The RCS team heard the same thing over and over from New York City faith leaders: there was great need for more practical counseling skills than they had received in seminary or lay training, but no one had time to go back to school full-time for a counseling degree. These conversations helped form the Redeemer Counseling Fellows Program in 2017.
From September through May each year, 12 fellows receive semi-intensive training from professional, gospel-centered RCS counselors. The hope is that the leaders will take their training back to their communities to have a deeper understanding of the needs of others, as well as their own, and how to minister the gospel to bring heart change and emotional wellness. The counseling skills training shows ministry leaders how to create spaces where people can feel like they can be vulnerable, be known, and share deep things. Through this and other training opportunities, RCS envisions church culture that is a much safer, connected, compassionate environment—a place where God’s love is demonstrated and people are cared for well.
“At Redeemer Counseling,” says RCS Director of Equipping and Licensed Mental Health Counselor Ellen Lee, “we put psychology and the Gospel together with the emphasis on the Gospel being pre-eminent.
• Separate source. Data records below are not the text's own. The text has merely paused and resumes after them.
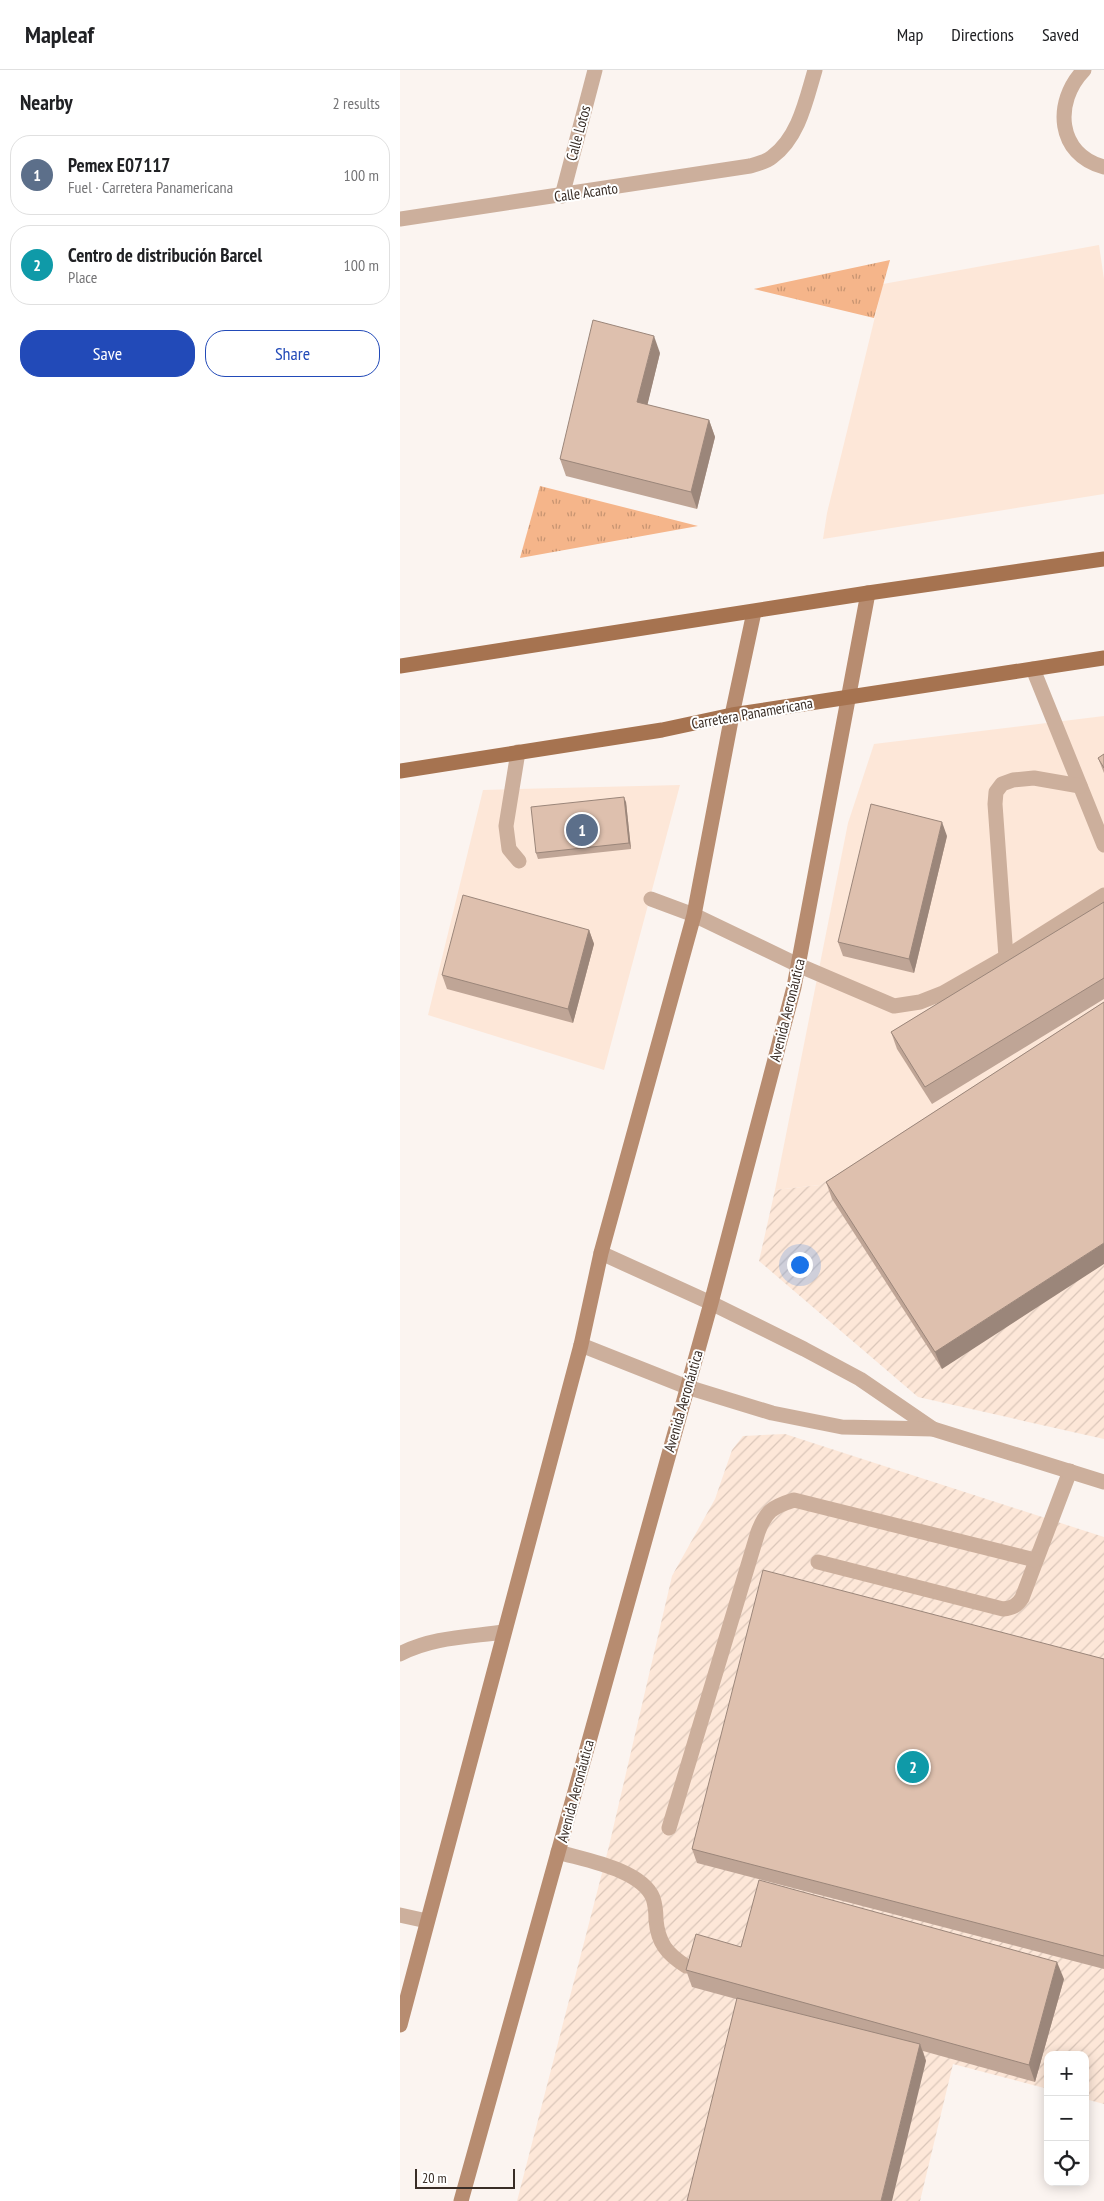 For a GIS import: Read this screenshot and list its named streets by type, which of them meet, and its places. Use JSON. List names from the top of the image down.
{
  "streets": {
    "main road": ["Carretera Panamericana", "Avenida Aeronáutica"],
    "street": ["Calle Lotos", "Calle Acanto"]
  },
  "crossings": [
    ["Calle Lotos", "Calle Acanto"],
    ["Carretera Panamericana", "Avenida Aeronáutica"]
  ],
  "scale_bar": "20 m",
  "page": {
    "header": "Mapleaf",
    "nav": ["Map", "Directions", "Saved"],
    "heading": ["Nearby", "2 results"],
    "list": [
      {
        "mark": "1",
        "name": "Pemex E07117",
        "note": "Fuel · Carretera Panamericana",
        "value": "100 m"
      },
      {
        "mark": "2",
        "name": "Centro de distribución Barcel",
        "note": "Place",
        "value": "100 m"
      }
    ],
    "buttons": ["Save", "Share"],
    "pins": ["1", "2"],
    "map_buttons": ["+", "−"],
    "scale": "20 m"
  }
} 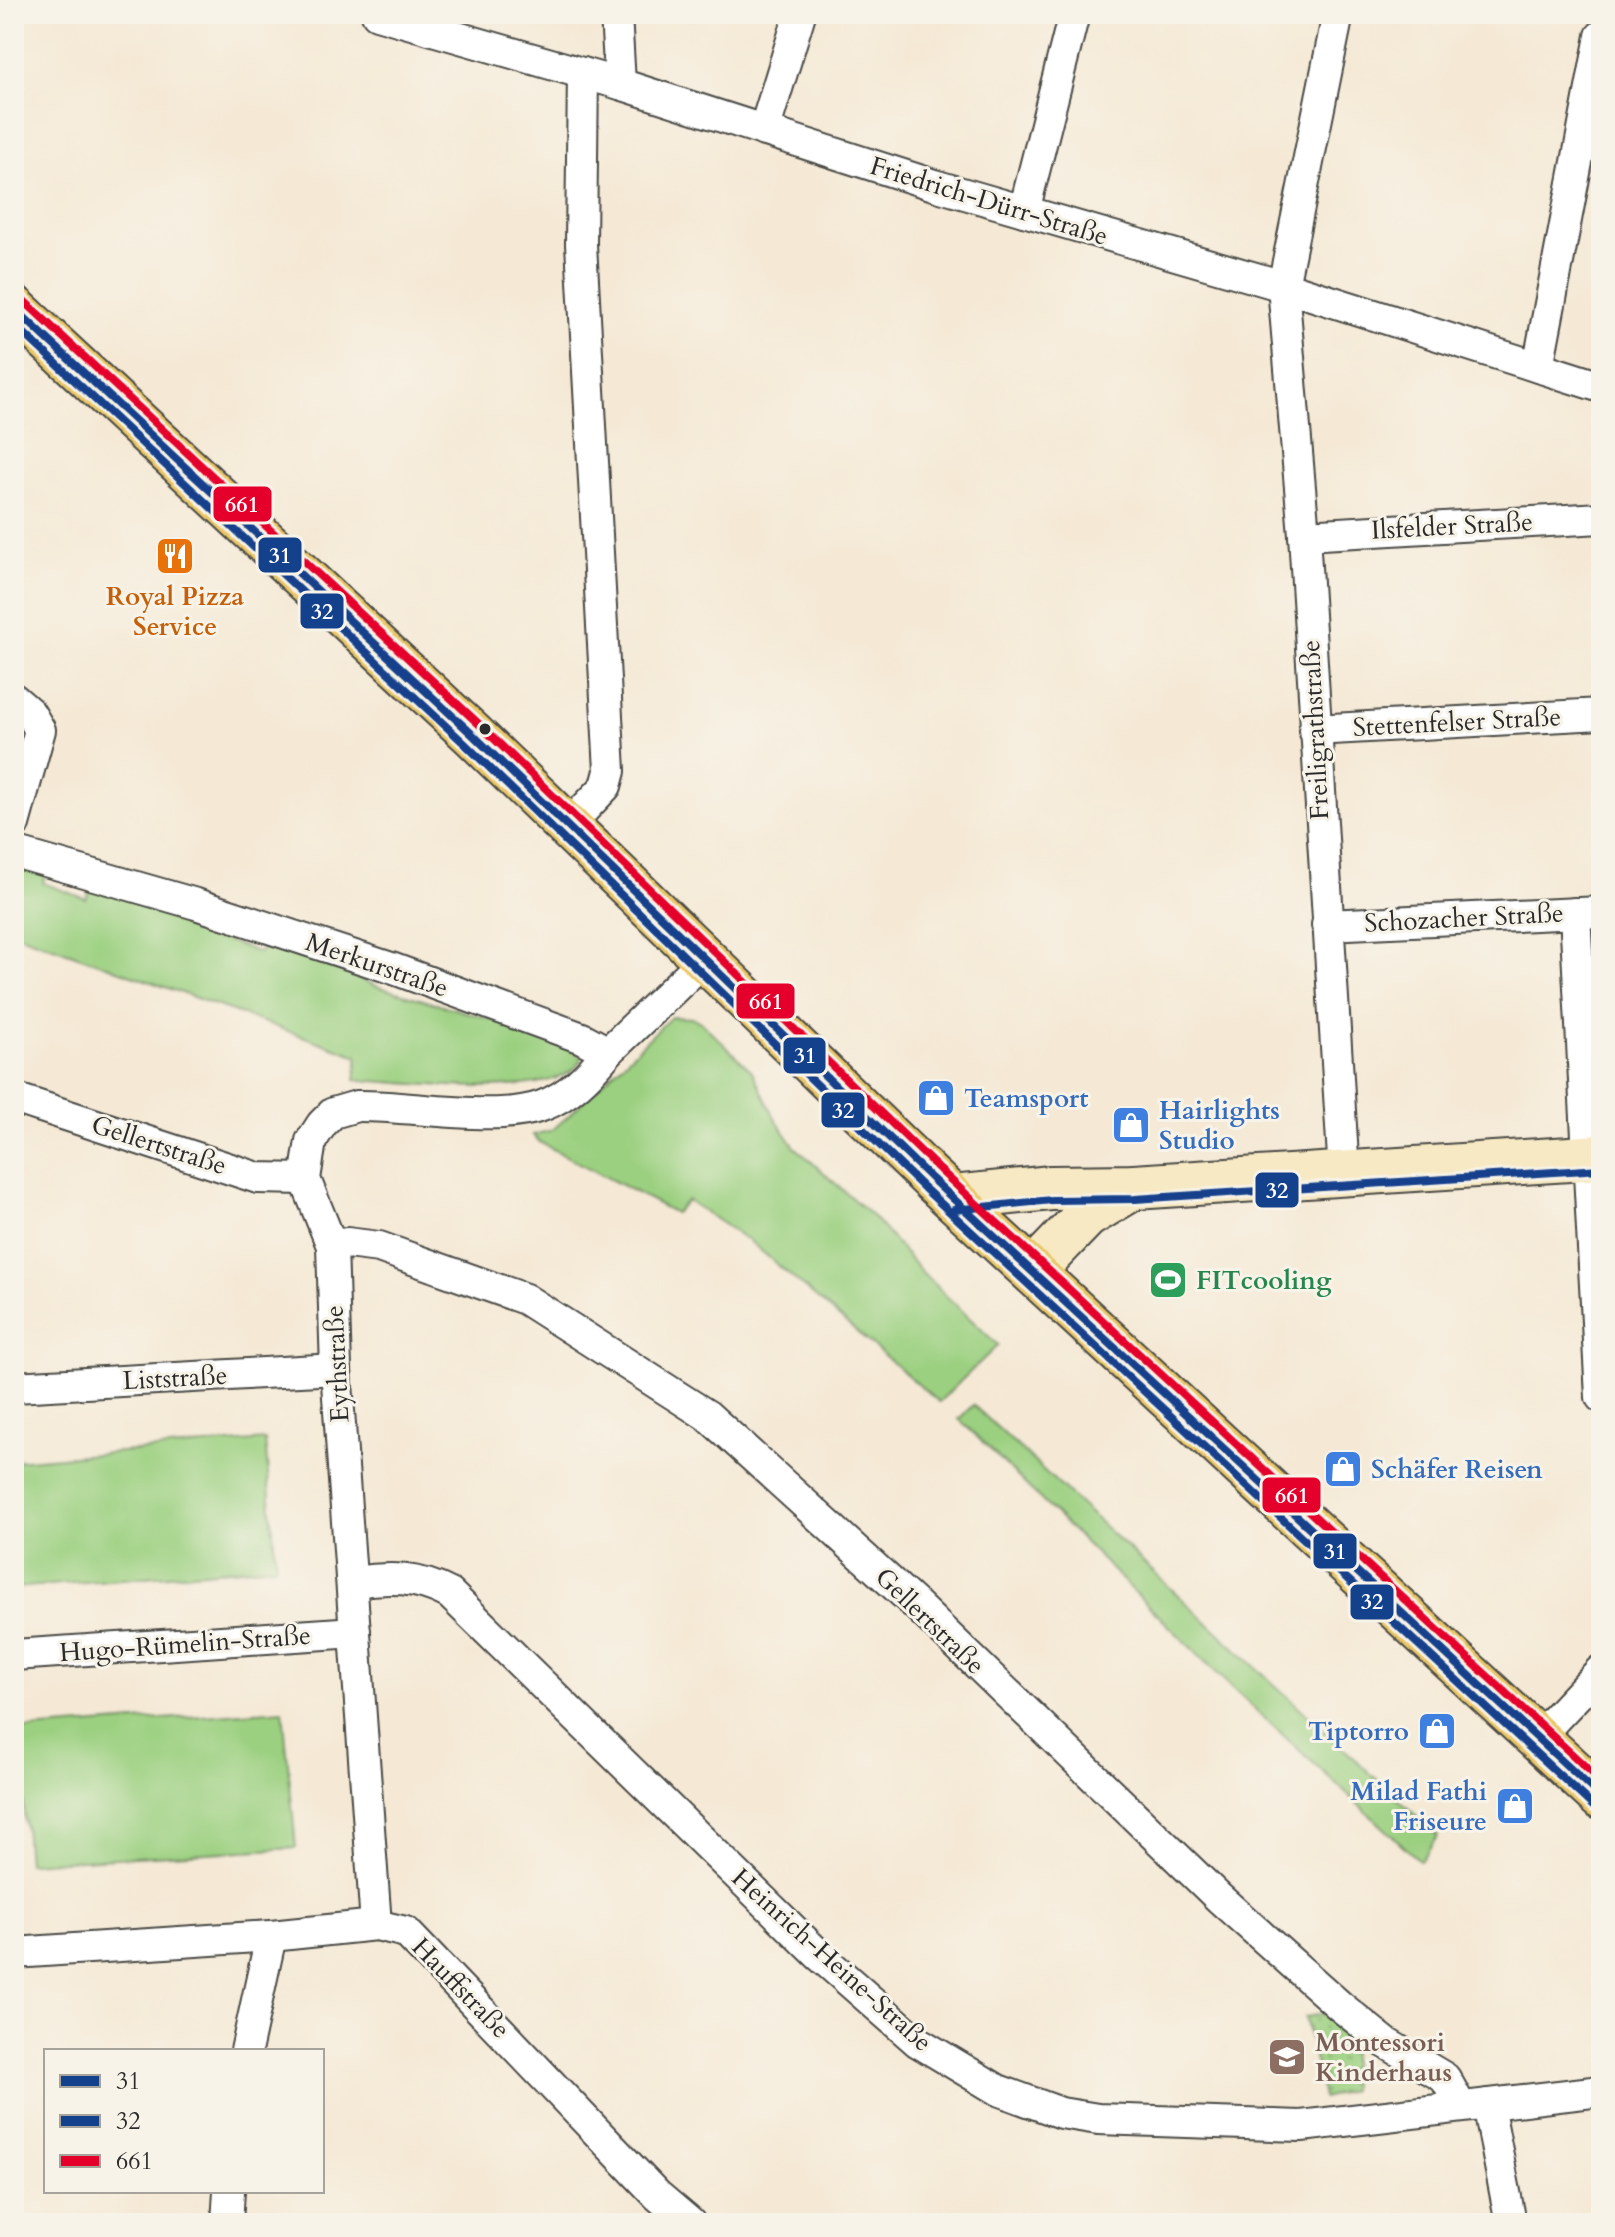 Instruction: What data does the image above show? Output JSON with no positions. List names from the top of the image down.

However, in our Fellows Program, the training focuses more on practical counseling skills and deeper understanding of human behavior from psychology and research, simply because the people we are training are ministry leaders who know their Bible. They have many years of training in theology, but not more than a class or two on how to care for people well in pastoral ministry. They look to us for help to fill the gap–to make better sense of the particular dynamics of human brokenness, in light of what the Bible says—to better help people. They also want to learn best practices from experienced counselors of how to walk with people well in ways that foster deep healing and transformation.”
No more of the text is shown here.